I hooked a knee around the pommel of the saddle, rested the muzzle of the Winchester in their general direction across my knee, and started to build myself a smoke.

'You all going somewhere,' I said, 'or do you like it here?'

'I'm sorry,' the man said, 'I am afraid we made the wrong impression.'

'And you've been keeping the wrong comp'ny. Like the man who drove off your stock.'

'What do you know about that?'

'Well, it's fair to surmise you didn't haul that wagon here by yourselves, and now you've got no stock.'

'Indians might have taken them.'

'It ain't likely. They'd have had your scalps too. No, it was somebody in your own outfit, somebody who figured to leave you high and dry out here on the cap rock; so you reckoned to kill me and ride out of here on my horse.'

'We thought you were an Indian,' the girl said.

Now, anybody could see a mile off that I was no Injun; but it wasn't just the lie that bothered me, it was the casual way they had set themselves out to kill a stranger. They didn't plan to ask me to ride for help, they just simply planned murder. That man had been bedded down for an ambush. Had I gone riding right up to the wagon at that girl's wave, I'd be dead by now and they would be riding out of here on my horse.

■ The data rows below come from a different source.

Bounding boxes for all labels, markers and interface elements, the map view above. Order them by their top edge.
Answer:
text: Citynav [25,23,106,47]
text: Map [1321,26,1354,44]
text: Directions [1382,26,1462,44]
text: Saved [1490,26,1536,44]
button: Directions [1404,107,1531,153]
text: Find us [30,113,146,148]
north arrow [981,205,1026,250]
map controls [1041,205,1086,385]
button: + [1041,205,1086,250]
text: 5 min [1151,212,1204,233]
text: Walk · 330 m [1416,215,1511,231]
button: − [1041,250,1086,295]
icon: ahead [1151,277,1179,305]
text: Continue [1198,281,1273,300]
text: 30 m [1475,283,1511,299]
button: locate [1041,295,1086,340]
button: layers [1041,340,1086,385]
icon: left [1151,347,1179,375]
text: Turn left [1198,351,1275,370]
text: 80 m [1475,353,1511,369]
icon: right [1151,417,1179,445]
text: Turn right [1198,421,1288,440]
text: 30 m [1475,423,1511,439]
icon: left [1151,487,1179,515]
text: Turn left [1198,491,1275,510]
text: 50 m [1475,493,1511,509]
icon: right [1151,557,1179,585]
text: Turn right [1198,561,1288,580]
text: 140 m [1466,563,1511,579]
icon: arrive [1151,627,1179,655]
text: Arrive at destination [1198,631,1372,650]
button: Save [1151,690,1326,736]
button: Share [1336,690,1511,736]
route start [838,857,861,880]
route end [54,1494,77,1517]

Wary as I was, I was also curious. What had brought them to this place? Who were they? Where had they come from? Where were they going? And why had their man left them and taken all their stock?

That last question provided its own answer. Either he was afraid of them, or he wanted what was in that wagon. If the last was true, the easiest way to get it was simply to drive off their stock and stay out of the way until they died or were killed. The fact that they were in this place at all gave some weight to this last theory, for they were right in the middle of nowhere, on the road to nowhere. Nobody in his right mind would have come this way with a wagon.

'Get down and join us,' the man said. 'We were just about to have coffee.'

'Don't mind if I do,' I said, swinging down, the horse between me and them.

'This is mighty dry country.'

My comment brought no reaction from them, which unproved my hunch that they had no idea of the fix they were in. For there was no water anywhere around. They had two barrels slung to the side of the wagon, but I figured they weren't anywheres near full, and the nearest water--if there was any there--was a good forty miles away.

'You folks got yourselves in a pack of trouble,' I commented. 'You'll be lucky to get out of here alive.'

They both looked at me, just looked, as if trying to understand me. 'What do you mean by that?' the girl asked.